G-Net: A Provably Easy Construction of High-Accuracy Random Binary Neural Networks

We propose a novel randomized algorithm for constructing binary neural networks with tunable accuracy. This approach is motivated by hyperdimensional computing (HDC), which is a brain-inspired paradigm that leverages high-dimensional vector representations, offering efficient hardware implementation and robustness to model corruptions. Unlike traditional low-precision methods that use quantization, we consider binary embeddings of data as points in the hypercube equipped with the Hamming distance. We propose a novel family of floating-point neural networks, G-Nets, which are general enough to mimic standard network layers. Each floating-point G-Net has a randomized binary embedding, an embedded hyperdimensional (EHD) G-Net, that retains the accuracy of its floating-point counterparts, with theoretical guarantees, due to the concentration of measure.
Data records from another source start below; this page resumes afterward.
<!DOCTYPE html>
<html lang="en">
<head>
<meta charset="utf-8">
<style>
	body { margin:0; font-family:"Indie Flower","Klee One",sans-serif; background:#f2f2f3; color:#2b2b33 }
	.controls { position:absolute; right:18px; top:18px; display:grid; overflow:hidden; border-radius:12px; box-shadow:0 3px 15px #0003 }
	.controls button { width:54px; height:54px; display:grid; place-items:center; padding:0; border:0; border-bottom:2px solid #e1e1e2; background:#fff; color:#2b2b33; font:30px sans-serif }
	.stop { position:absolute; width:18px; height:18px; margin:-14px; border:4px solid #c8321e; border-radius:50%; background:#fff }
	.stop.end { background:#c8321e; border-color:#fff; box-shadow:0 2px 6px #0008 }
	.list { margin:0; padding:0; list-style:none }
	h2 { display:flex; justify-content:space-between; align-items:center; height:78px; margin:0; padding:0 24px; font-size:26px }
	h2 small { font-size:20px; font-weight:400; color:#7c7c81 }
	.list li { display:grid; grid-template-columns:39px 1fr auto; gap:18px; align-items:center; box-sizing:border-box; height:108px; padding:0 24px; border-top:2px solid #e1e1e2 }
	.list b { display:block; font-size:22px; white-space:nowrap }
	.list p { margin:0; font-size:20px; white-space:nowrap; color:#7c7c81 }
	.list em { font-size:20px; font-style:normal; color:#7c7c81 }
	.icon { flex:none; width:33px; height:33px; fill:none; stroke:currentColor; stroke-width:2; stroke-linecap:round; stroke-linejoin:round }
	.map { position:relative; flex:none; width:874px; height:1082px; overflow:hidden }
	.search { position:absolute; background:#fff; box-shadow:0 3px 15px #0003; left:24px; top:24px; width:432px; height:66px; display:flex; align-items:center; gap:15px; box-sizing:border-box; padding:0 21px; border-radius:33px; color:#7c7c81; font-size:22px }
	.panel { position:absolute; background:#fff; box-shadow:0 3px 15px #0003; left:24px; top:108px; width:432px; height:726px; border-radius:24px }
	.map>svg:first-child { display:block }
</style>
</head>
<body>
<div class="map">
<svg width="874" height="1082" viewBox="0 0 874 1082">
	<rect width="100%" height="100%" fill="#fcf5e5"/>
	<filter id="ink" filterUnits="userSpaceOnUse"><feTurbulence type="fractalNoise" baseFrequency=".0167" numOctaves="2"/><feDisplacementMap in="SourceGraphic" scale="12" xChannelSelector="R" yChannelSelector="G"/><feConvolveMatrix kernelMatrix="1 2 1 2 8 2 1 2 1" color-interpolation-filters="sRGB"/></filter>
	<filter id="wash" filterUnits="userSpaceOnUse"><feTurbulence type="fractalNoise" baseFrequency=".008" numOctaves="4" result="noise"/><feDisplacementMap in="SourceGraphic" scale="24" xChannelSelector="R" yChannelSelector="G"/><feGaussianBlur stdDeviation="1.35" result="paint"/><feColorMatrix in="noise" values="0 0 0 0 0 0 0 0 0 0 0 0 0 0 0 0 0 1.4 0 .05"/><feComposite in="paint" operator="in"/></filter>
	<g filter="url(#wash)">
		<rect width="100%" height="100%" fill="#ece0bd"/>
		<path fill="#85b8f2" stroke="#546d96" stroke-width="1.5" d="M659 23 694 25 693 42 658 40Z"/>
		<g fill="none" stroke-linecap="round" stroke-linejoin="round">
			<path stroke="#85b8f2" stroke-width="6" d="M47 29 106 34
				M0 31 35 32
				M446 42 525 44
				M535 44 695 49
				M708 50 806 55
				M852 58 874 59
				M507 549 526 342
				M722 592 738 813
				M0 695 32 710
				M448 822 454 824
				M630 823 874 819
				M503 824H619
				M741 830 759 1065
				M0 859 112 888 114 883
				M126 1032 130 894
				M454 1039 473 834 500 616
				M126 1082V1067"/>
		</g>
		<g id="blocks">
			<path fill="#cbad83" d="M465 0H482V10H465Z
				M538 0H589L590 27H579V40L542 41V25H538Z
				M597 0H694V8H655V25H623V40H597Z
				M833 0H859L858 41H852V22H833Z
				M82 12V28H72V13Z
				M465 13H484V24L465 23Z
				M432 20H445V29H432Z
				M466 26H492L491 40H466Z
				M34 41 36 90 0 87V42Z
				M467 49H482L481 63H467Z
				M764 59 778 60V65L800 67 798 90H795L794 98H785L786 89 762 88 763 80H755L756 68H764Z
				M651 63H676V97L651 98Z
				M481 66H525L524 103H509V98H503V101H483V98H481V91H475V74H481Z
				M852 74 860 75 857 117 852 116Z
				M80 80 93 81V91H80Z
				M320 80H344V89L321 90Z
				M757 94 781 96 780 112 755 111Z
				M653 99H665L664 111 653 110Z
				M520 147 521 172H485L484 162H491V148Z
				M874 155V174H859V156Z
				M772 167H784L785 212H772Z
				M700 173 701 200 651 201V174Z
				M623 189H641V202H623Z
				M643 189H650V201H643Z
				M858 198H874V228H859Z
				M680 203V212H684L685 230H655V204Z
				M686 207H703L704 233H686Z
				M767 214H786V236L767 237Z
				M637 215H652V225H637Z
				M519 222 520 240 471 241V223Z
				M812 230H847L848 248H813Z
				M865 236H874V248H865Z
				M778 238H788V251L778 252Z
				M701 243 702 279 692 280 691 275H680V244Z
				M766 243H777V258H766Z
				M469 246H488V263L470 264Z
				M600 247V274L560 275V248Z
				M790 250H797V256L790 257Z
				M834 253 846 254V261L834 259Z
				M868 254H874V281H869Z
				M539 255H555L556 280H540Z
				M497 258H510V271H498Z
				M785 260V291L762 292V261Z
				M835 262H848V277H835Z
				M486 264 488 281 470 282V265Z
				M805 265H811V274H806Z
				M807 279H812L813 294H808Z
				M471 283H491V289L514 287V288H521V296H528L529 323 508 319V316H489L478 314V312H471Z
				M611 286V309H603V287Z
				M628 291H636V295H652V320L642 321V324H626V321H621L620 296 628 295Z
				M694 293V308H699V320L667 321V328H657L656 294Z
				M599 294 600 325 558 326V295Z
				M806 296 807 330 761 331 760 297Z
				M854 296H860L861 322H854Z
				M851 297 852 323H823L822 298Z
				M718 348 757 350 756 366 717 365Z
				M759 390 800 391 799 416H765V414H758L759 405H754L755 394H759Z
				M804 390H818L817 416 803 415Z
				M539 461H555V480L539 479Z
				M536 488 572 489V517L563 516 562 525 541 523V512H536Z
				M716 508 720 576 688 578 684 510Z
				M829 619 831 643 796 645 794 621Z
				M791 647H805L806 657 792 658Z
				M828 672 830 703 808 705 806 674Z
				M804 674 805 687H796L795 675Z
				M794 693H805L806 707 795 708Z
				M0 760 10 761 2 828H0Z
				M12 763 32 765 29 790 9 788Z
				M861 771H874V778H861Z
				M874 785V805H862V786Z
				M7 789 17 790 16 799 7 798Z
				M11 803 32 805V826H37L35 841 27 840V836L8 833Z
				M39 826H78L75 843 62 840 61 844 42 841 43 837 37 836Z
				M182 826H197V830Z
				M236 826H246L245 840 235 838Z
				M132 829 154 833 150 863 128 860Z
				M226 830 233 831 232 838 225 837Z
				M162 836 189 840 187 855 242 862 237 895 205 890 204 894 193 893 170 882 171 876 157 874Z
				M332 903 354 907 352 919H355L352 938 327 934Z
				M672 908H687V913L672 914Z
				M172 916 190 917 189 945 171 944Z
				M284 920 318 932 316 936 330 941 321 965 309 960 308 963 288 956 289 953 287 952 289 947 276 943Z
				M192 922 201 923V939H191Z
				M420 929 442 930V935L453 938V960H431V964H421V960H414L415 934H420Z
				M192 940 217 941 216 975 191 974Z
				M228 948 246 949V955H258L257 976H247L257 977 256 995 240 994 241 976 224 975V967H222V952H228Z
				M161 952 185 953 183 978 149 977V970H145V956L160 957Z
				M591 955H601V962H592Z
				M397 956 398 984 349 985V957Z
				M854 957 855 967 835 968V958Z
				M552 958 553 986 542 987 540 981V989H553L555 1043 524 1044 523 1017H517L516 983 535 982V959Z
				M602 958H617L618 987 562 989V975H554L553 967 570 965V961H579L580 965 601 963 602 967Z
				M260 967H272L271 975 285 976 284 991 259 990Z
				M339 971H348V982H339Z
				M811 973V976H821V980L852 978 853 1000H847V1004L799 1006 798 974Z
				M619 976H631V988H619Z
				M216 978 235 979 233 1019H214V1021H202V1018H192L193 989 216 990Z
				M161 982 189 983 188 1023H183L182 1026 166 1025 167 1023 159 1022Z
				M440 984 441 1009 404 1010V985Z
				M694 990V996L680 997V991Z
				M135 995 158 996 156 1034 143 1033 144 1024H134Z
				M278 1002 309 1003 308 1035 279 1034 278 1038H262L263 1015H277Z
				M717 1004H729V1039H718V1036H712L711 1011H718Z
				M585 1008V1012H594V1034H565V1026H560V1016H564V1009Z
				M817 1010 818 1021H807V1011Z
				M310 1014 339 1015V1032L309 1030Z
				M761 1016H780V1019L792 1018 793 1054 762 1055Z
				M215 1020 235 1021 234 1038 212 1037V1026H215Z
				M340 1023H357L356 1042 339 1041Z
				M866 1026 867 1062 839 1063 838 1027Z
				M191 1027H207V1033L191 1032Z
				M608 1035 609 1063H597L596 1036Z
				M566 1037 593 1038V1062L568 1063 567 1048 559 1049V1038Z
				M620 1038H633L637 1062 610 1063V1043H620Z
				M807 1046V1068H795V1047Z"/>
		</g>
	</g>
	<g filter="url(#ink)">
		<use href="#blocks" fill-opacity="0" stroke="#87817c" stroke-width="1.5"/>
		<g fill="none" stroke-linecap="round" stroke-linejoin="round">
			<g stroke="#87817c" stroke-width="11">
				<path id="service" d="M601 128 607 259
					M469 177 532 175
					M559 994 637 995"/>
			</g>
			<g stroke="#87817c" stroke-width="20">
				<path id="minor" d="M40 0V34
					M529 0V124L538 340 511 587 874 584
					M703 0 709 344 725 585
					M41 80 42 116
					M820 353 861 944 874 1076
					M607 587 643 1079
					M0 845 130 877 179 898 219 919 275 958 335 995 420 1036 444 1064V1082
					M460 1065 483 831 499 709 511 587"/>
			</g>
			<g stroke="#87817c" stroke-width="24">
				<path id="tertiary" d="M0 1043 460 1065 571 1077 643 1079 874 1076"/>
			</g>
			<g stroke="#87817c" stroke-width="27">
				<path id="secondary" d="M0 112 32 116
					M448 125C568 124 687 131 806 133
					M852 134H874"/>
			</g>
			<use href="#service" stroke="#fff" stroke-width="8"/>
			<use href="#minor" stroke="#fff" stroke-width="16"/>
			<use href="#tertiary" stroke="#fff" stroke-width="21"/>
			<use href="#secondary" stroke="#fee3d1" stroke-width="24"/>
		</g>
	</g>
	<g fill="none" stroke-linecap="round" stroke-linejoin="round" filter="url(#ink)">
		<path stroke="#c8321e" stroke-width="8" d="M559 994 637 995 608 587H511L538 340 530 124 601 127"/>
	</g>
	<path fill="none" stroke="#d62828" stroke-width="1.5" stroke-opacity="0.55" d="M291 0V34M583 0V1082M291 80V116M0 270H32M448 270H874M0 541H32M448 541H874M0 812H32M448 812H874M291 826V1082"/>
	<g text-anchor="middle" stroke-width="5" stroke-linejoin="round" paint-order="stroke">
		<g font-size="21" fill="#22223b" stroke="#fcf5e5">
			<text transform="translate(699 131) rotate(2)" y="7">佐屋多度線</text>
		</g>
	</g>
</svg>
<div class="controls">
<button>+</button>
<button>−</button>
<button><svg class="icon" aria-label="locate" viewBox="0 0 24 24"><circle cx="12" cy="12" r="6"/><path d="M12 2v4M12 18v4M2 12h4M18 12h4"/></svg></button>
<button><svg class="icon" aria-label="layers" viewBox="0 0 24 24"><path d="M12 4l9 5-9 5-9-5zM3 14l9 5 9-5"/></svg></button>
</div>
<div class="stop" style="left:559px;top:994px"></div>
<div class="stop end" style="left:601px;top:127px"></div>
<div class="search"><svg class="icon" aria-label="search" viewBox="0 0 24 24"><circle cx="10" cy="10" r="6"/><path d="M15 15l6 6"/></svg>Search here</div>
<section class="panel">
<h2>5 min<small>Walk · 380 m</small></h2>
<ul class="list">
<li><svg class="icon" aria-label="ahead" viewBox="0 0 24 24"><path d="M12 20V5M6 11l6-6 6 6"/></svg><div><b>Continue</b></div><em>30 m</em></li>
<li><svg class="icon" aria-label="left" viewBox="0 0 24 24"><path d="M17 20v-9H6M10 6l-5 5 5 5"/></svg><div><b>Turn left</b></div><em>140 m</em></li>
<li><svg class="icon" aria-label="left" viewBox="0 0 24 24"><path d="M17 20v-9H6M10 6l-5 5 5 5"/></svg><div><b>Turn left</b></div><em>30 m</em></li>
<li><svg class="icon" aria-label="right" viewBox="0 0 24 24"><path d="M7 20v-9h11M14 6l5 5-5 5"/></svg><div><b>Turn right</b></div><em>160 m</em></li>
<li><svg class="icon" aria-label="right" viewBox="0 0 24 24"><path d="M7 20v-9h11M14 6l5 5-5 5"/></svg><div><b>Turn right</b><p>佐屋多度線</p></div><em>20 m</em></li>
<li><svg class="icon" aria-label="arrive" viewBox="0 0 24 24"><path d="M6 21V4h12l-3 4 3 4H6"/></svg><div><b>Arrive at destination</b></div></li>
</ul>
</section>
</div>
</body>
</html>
Empirically, our binary models match convolutional neural network accuracies and outperform prior HDC models by large margins, for example, we achieve almost 30\% higher accuracy on CIFAR-10 compared to prior HDC models. G-Nets are a theoretically justified bridge between neural networks and randomized binary neural networks, opening a new direction for constructing robust binary/quantized deep learning models. Our implementation is available at https://github.com/GNet2025/GNet.